Kier’s net debt at the end of its last year end in June was £186m, and between £180m and £200m of the £250m net proceeds from the rights issue will go towards putting the firm in a net cash position next year, Mursell said. The remaining funds will boost working capital which together with overall cash generation and Kier’s ‘Future Proofing’ programme would generate £200m between now and the end of the 2021 financial year.
The chief executive acknowledged that the government had expressed concerns about its payment terms to suppliers and said he had been in talks with the Cabinet Office on the day of the rights issue.
Kier paid its suppliers in 54 days, “which is pretty standard”, according to Mursell, and receives payments from clients in between 49 and 50 days. Balfour Beatty also pays its subbies in 54 days, according to recent research by Build UK, while among the contractors only Murphy Group was longer, at 66 days, according to the Build UK survey.

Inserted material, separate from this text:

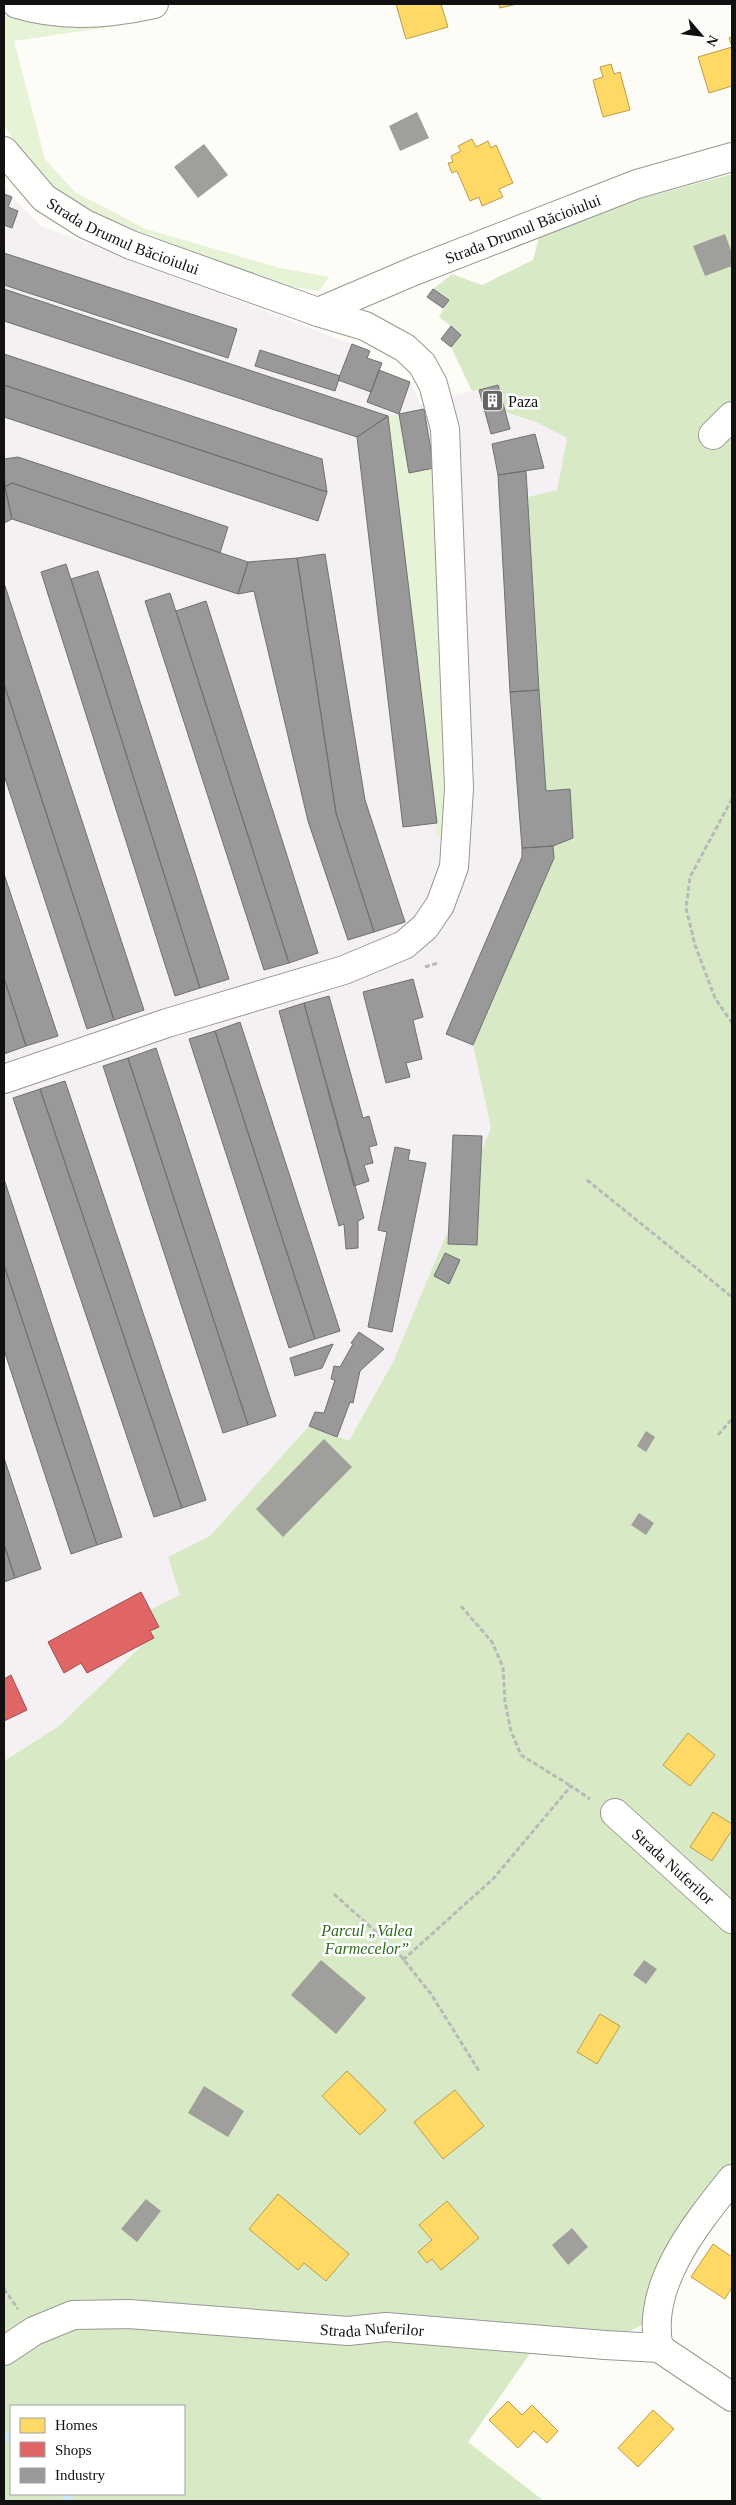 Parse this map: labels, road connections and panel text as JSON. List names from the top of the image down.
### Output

“We’ve not got a problem [improving our payment terms] but we need to be paid on time as well. We have a very close relationship [with government] and derive around half of our £4.5bn annual turnover from public sector projects,” Mursell added.
He also said the firm had no plans to draw up a ‘living will’ like that requested of Interserve by the government in case it went bust.

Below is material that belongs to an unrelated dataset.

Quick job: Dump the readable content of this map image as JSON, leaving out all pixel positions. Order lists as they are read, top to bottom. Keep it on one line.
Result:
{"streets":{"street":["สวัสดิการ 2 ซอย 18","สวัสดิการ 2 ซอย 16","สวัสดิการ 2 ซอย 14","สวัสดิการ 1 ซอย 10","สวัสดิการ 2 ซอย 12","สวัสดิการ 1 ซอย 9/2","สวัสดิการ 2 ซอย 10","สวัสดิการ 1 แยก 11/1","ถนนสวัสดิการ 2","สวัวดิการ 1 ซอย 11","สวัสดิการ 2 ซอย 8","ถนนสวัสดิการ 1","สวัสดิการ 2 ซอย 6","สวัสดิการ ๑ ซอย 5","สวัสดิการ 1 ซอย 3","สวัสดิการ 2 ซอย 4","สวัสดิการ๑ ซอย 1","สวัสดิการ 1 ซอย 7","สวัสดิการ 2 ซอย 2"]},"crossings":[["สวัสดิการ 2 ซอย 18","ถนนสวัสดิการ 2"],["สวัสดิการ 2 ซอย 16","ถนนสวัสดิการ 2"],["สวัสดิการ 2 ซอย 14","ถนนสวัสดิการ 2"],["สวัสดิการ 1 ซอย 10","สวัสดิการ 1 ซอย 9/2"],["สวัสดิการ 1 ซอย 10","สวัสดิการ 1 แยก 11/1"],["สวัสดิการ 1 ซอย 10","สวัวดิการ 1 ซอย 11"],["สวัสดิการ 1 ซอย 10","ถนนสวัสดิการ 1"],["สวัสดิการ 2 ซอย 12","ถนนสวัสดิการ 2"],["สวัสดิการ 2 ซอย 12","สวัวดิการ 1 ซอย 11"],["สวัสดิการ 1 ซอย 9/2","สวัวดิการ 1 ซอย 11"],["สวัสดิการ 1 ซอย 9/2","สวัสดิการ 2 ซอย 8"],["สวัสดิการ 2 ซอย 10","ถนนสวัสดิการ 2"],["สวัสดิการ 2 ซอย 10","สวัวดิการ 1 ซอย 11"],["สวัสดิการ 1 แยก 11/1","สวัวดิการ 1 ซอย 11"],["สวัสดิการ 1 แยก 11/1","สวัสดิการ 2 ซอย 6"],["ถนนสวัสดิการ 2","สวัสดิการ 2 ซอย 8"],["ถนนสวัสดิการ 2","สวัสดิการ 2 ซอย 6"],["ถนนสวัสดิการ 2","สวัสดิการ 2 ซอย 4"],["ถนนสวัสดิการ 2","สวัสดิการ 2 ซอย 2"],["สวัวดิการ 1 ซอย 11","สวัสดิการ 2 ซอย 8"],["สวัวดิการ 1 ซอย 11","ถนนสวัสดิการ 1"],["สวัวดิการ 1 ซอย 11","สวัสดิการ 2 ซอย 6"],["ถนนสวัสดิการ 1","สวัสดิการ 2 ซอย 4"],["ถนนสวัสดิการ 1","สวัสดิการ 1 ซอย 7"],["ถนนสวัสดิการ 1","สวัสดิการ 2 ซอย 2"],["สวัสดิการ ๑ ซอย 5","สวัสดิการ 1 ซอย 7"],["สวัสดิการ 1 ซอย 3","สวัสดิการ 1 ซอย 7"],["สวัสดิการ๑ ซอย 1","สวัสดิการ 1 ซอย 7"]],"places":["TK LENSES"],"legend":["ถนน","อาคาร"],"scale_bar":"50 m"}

Kier sprang the rights issue on an unsuspecting market on Friday afternoon, although Mursell said there was nothing sinister about the timing. “We’d worked last night [Thursday] and today [Friday] on the deal and it was a complicated transaction that needed i’s dotted and t’s crossed.”
The group’s shares fell by a third by the end of trading on Friday, ending the day at 507p, as investors digested the deal. But Mursell said this was a “mathematical adjustment” for the rights issue and once normal trading of the underwritten new shares he expected the group’s overall stock to be trading at around 615p a share.
“The business is doing really well and the rights issue is a structural move to see off the debt risk,” he added.
Mursell also said he had the full support of Kier’s board and did not expect his position as chief executive to change.
Kier declined to comment on a presentation by an investor who has been shorting the group’s stock recently and who took issue with the way it booked revenue and profits from jobs it undertook, other than to say its recent trading statement “demonstrates the strength in performance”.